Transcribe the following entries word for word. End with the line where "function write(font, color, halo, rows, align" appears.

[Stored items]
┄┄┄┄┄┄┄┄┄┄┄┄┄┄┄┄┄┄┄┄

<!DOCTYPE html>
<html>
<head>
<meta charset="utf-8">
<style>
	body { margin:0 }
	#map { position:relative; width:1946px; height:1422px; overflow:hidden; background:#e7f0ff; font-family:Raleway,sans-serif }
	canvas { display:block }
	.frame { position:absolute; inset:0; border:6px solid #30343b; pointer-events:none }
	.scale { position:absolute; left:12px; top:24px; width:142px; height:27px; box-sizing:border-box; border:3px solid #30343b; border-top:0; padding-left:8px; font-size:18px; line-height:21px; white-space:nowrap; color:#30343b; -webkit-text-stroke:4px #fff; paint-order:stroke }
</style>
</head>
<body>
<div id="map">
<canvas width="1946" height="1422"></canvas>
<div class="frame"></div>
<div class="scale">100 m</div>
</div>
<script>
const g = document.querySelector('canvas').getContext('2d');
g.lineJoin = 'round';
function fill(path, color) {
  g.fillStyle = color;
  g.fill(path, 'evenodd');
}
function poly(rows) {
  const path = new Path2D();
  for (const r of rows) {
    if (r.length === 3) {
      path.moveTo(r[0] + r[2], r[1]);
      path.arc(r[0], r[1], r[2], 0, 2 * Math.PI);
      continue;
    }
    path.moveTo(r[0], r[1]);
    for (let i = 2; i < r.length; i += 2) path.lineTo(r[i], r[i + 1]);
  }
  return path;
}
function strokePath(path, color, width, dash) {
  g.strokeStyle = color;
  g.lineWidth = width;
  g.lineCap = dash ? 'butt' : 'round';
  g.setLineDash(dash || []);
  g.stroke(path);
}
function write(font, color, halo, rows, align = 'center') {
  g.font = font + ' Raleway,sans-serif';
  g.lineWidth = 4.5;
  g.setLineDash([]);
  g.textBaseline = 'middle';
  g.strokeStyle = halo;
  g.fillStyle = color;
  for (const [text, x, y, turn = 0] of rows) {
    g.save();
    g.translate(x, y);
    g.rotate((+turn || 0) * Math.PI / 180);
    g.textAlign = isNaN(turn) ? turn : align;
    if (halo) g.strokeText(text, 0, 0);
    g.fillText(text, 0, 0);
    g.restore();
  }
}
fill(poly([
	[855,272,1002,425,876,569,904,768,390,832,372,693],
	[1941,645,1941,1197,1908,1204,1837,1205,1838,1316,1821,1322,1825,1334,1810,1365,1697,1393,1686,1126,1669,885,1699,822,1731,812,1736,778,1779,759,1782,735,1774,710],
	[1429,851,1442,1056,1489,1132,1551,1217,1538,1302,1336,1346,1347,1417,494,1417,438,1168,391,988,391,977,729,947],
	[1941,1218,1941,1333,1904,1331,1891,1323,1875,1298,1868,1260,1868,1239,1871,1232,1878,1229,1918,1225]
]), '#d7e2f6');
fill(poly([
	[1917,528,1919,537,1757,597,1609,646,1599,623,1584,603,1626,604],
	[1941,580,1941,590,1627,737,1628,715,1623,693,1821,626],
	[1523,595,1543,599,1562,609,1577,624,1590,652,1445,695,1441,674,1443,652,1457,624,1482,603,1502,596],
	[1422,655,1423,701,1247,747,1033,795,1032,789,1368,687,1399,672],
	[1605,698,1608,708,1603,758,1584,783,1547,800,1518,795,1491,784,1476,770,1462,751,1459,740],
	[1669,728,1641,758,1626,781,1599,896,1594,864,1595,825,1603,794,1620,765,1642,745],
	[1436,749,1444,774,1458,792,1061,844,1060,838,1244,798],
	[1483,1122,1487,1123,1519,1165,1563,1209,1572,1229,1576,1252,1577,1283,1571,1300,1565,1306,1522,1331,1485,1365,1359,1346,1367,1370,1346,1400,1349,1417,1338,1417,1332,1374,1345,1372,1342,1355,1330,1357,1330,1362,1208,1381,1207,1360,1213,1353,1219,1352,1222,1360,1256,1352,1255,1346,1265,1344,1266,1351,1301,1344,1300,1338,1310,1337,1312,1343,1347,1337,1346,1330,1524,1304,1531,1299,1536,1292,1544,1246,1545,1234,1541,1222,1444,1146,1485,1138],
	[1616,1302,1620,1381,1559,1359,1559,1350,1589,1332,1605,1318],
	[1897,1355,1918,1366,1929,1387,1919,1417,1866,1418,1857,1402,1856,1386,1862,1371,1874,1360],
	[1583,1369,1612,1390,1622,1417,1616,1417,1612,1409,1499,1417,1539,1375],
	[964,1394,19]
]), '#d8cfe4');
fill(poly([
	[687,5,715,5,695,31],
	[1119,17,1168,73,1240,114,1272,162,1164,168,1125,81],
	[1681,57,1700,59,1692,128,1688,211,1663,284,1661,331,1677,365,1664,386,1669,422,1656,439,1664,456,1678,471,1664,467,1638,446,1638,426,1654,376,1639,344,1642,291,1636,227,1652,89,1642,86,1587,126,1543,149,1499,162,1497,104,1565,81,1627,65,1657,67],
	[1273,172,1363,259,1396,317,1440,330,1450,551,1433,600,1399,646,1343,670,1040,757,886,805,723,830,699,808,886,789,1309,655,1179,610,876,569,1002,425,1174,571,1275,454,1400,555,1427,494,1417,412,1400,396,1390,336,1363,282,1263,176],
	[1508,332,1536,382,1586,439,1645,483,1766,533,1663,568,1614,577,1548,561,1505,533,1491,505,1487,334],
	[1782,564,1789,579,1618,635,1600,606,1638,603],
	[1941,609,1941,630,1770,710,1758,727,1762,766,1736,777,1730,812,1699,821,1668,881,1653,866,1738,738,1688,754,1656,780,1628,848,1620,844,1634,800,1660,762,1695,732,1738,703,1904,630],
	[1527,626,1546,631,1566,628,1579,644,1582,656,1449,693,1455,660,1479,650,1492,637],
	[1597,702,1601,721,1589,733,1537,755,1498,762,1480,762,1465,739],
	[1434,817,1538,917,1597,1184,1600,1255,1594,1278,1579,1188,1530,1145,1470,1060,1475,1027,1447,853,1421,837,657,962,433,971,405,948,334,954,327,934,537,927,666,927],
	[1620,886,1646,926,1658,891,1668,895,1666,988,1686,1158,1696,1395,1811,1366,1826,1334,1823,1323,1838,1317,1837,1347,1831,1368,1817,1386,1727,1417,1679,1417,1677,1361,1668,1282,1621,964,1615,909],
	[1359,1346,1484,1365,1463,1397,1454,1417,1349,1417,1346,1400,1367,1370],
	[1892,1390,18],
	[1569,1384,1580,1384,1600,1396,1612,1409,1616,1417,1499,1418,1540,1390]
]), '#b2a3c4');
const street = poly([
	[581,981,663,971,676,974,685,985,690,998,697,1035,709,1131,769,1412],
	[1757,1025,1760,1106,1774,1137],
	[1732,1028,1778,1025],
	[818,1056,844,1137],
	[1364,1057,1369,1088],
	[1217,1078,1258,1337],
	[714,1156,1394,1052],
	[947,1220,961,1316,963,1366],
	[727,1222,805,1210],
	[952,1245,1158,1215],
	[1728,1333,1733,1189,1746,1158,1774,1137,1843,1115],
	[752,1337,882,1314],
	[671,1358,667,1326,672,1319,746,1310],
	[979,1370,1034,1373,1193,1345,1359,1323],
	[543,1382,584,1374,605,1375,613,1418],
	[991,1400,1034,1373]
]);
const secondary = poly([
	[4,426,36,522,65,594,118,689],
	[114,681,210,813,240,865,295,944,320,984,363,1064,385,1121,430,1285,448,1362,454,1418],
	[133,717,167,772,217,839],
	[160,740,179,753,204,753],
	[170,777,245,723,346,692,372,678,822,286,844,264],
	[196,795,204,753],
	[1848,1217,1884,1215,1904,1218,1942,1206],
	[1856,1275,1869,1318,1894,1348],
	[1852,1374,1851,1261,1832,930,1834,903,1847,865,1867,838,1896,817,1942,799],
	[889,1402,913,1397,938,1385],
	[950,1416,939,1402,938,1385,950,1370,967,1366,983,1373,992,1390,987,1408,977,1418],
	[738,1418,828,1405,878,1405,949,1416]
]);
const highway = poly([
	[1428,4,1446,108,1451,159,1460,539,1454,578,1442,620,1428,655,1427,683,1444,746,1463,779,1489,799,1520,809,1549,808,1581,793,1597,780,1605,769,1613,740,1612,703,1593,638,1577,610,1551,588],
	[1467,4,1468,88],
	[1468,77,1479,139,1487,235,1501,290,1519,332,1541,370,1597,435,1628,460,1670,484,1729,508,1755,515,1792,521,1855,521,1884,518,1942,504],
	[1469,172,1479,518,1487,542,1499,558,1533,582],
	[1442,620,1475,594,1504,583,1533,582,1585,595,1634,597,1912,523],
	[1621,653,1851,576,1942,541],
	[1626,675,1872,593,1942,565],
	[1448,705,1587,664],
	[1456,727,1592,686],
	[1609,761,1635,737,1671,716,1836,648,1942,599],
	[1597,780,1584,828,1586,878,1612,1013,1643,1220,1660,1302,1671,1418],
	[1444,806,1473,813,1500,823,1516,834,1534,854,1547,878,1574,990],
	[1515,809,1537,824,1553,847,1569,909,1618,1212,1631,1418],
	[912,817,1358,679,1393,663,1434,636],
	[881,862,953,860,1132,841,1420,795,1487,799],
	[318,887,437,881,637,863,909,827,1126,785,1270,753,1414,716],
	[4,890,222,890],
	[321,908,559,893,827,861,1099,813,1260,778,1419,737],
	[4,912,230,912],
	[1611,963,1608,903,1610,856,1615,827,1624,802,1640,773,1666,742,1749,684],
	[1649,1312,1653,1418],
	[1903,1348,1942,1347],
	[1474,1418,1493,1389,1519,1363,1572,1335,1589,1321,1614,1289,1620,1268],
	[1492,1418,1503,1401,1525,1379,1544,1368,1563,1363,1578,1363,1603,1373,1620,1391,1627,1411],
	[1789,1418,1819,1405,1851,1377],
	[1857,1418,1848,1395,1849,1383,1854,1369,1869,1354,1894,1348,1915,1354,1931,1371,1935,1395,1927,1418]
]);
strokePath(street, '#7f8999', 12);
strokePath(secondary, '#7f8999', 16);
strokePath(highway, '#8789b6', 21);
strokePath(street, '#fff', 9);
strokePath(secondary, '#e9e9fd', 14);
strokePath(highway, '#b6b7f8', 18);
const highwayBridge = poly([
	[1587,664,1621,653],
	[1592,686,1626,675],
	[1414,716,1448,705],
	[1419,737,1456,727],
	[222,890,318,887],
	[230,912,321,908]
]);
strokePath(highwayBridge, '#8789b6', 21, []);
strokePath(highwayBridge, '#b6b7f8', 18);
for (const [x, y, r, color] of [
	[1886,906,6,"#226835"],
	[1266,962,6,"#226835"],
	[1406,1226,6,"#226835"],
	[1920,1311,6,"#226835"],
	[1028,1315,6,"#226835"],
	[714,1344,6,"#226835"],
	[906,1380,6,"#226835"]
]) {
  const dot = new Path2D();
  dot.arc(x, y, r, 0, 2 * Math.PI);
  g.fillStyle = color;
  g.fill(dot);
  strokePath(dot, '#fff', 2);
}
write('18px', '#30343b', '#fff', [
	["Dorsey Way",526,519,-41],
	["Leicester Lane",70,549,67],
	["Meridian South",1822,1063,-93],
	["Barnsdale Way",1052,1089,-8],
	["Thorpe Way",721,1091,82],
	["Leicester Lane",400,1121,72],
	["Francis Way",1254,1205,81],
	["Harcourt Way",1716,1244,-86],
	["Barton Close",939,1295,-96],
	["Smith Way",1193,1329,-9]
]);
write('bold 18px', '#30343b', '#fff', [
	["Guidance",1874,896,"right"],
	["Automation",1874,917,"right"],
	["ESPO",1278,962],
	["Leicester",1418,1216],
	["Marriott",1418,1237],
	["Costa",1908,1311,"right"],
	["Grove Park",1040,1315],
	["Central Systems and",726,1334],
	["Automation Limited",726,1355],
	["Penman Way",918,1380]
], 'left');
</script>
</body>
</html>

┄┄┄┄┄┄┄┄┄┄┄┄┄┄┄┄┄┄┄┄

* _Solution to the problem_:
<!DOCTYPE html>
<html>
<head>
<meta charset="utf-8">
<style>
	body { margin:0 }
	#map { position:relative; width:1946px; height:1422px; overflow:hidden; background:#e7f0ff; font-family:Raleway,sans-serif }
	canvas { display:block }
	.frame { position:absolute; inset:0; border:6px solid #30343b; pointer-events:none }
	.scale { position:absolute; left:12px; top:24px; width:142px; height:27px; box-sizing:border-box; border:3px solid #30343b; border-top:0; padding-left:8px; font-size:18px; line-height:21px; white-space:nowrap; color:#30343b; -webkit-text-stroke:4px #fff; paint-order:stroke }
</style>
</head>
<body>
<div id="map">
<canvas width="1946" height="1422"></canvas>
<div class="frame"></div>
<div class="scale">100 m</div>
</div>
<script>
const g = document.querySelector('canvas').getContext('2d');
g.lineJoin = 'round';
function fill(path, color) {
  g.fillStyle = color;
  g.fill(path, 'evenodd');
}
function poly(rows) {
  const path = new Path2D();
  for (const r of rows) {
    if (r.length === 3) {
      path.moveTo(r[0] + r[2], r[1]);
      path.arc(r[0], r[1], r[2], 0, 2 * Math.PI);
      continue;
    }
    path.moveTo(r[0], r[1]);
    for (let i = 2; i < r.length; i += 2) path.lineTo(r[i], r[i + 1]);
  }
  return path;
}
function strokePath(path, color, width, dash) {
  g.strokeStyle = color;
  g.lineWidth = width;
  g.lineCap = dash ? 'butt' : 'round';
  g.setLineDash(dash || []);
  g.stroke(path);
}
function write(font, color, halo, rows, align = 'center') {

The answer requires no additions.